Exercise directions: Find the lines holding the string "Lane" in the data, then copy all of them.

□ □ □ □

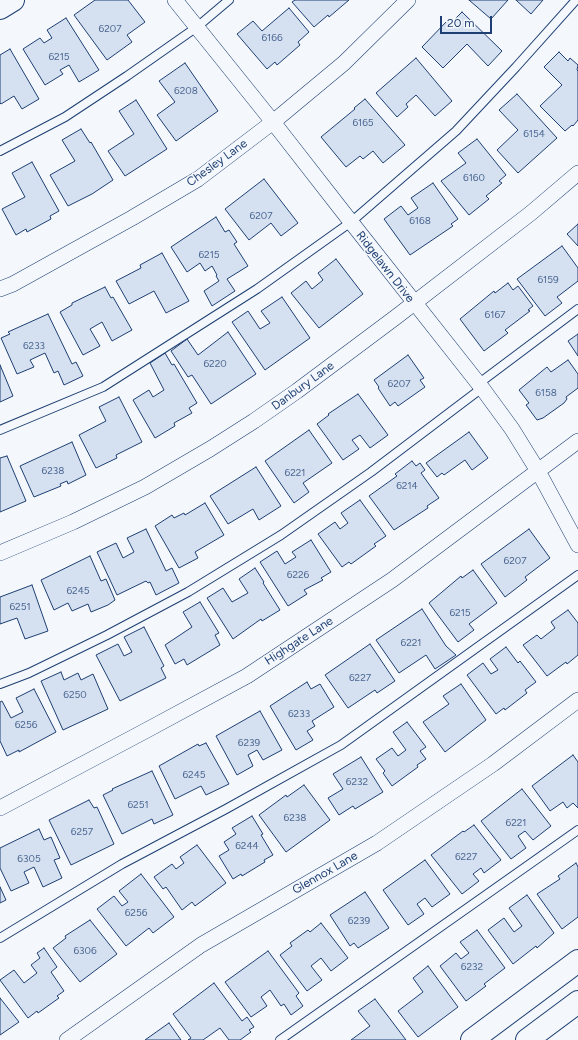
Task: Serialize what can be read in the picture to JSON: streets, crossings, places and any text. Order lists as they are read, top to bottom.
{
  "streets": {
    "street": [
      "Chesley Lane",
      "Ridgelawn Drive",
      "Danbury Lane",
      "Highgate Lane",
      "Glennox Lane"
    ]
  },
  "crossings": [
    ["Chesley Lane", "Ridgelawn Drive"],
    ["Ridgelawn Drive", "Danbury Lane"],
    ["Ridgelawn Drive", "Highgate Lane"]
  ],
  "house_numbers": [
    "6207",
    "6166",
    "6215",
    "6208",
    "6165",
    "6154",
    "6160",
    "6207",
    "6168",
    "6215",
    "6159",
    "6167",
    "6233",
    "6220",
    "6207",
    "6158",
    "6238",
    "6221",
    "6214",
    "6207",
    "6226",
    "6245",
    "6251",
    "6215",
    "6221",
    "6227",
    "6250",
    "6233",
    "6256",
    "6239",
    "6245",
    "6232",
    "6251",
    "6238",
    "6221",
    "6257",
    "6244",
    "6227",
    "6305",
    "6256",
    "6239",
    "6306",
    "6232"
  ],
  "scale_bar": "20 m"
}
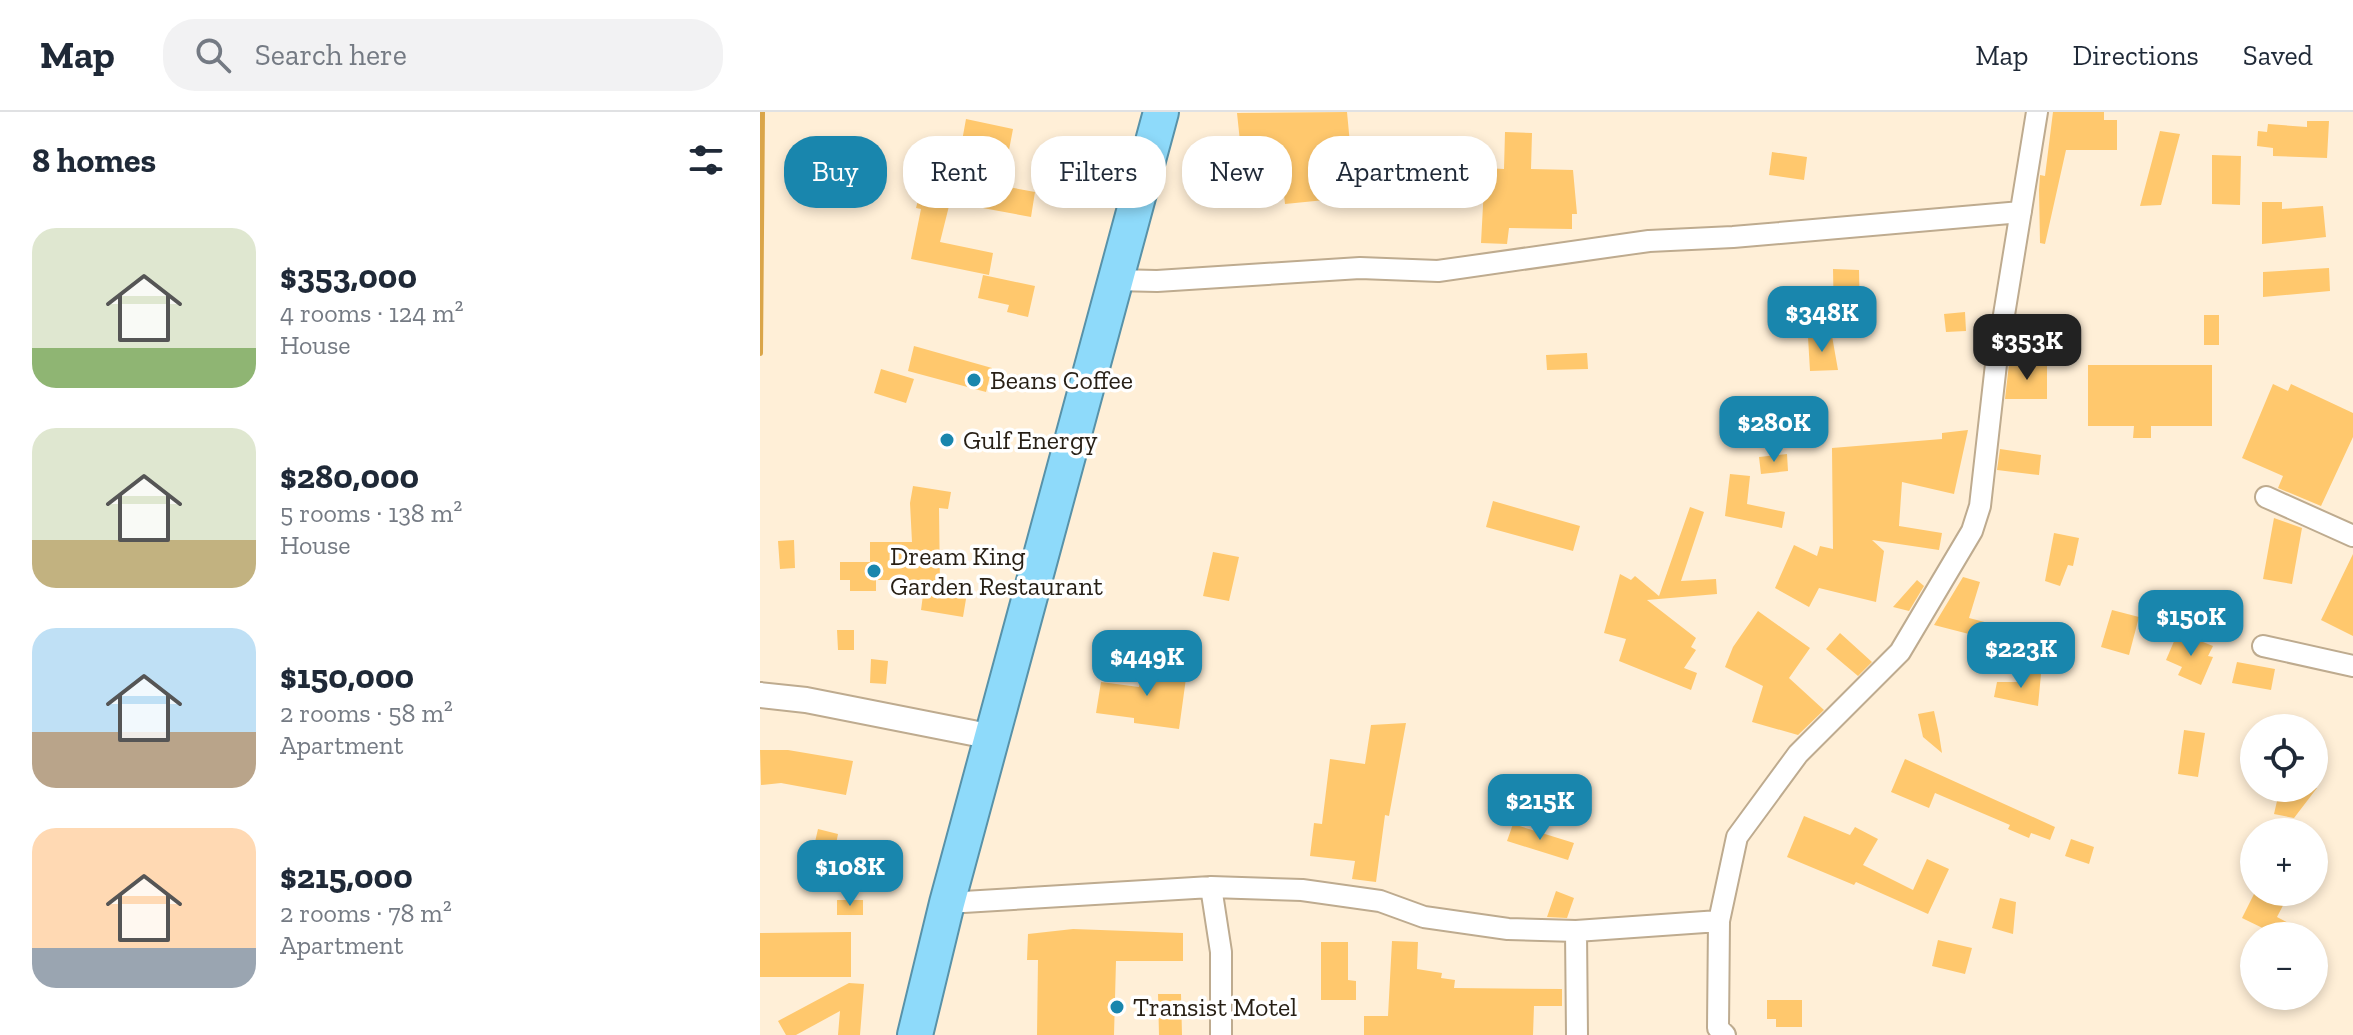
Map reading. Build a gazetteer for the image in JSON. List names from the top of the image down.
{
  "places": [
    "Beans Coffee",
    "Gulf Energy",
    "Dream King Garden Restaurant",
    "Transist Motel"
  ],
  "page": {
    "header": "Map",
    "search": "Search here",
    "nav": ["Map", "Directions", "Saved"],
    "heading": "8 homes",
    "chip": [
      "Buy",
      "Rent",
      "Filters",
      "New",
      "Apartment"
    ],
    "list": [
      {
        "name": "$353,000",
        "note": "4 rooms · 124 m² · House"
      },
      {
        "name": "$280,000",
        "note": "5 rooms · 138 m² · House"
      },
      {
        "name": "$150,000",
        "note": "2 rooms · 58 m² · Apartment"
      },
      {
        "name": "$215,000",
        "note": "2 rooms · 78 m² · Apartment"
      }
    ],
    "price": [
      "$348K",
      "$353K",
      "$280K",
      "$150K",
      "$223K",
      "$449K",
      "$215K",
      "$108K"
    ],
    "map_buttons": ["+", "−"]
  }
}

□ □ □ □

Result of the task:
      "Chesley Lane",
      "Danbury Lane",
      "Highgate Lane",
      "Glennox Lane"
    ["Chesley Lane", "Ridgelawn Drive"],
    ["Ridgelawn Drive", "Danbury Lane"],
    ["Ridgelawn Drive", "Highgate Lane"]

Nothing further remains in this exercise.